*** Dataset
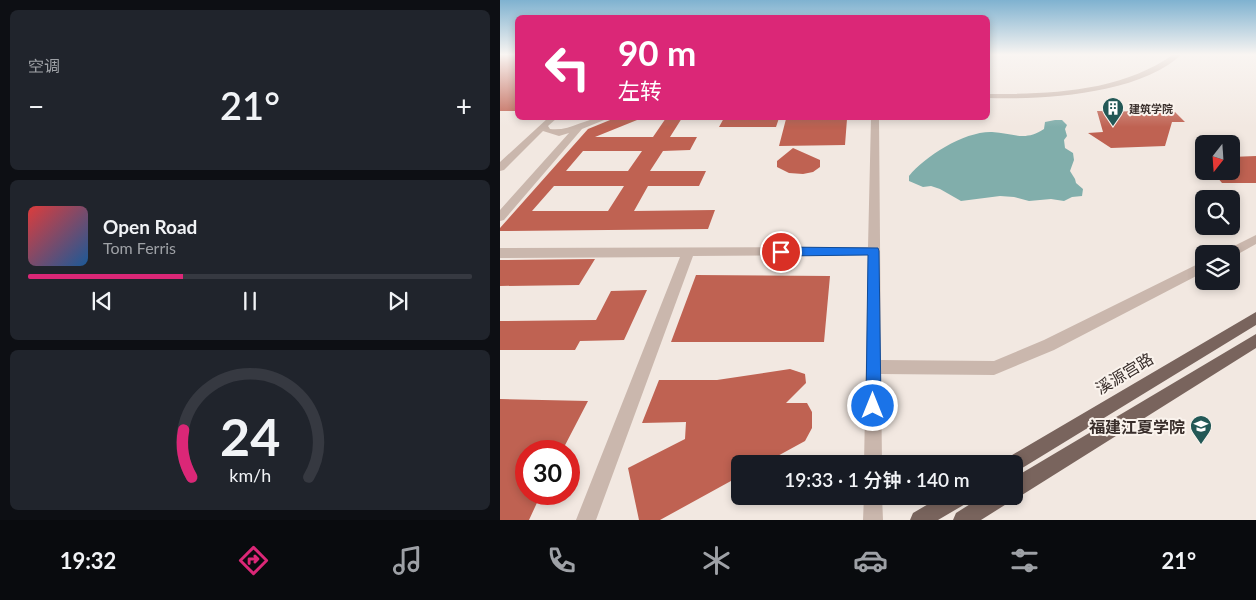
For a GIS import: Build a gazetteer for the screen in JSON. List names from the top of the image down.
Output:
{
  "streets": {
    "main road": ["溪源宫路"]
  },
  "places": {
    "building": ["建筑学院"],
    "school or university": ["福建江夏学院"]
  },
  "north": "bottom",
  "page": {
    "tile": "空调",
    "turn": ["90 m", "左转"],
    "heat": ["−", "21°", "+"],
    "song": ["Open Road", "Tom Ferris"],
    "limit": "30",
    "trip": "19:33 · 1 分钟 · 140 m",
    "tabs": ["19:32", "21°"],
    "gauge": ["24", "km/h"]
  }
}
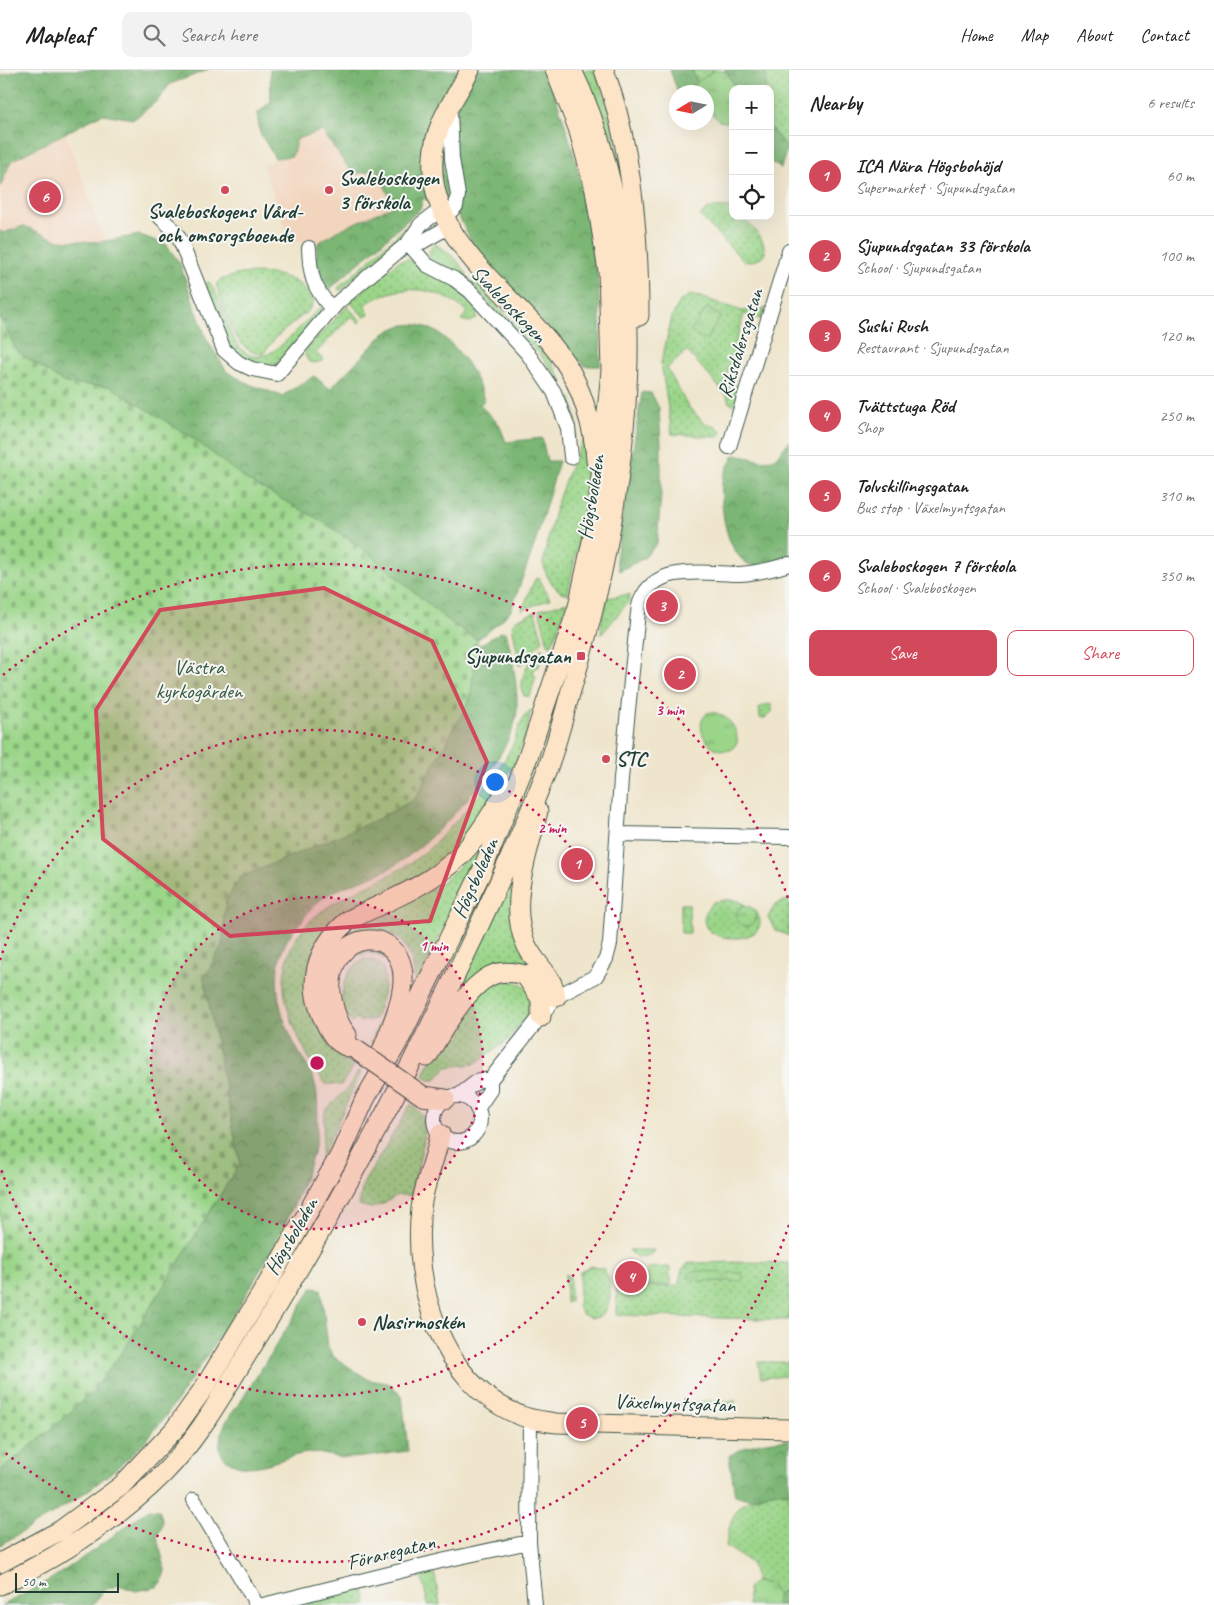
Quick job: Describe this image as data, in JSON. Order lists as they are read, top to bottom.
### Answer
******
▶ _Work item_
A bare number is the expected answer: the tally of lines in the records above holding "JSON".

▶ _Answer area_
2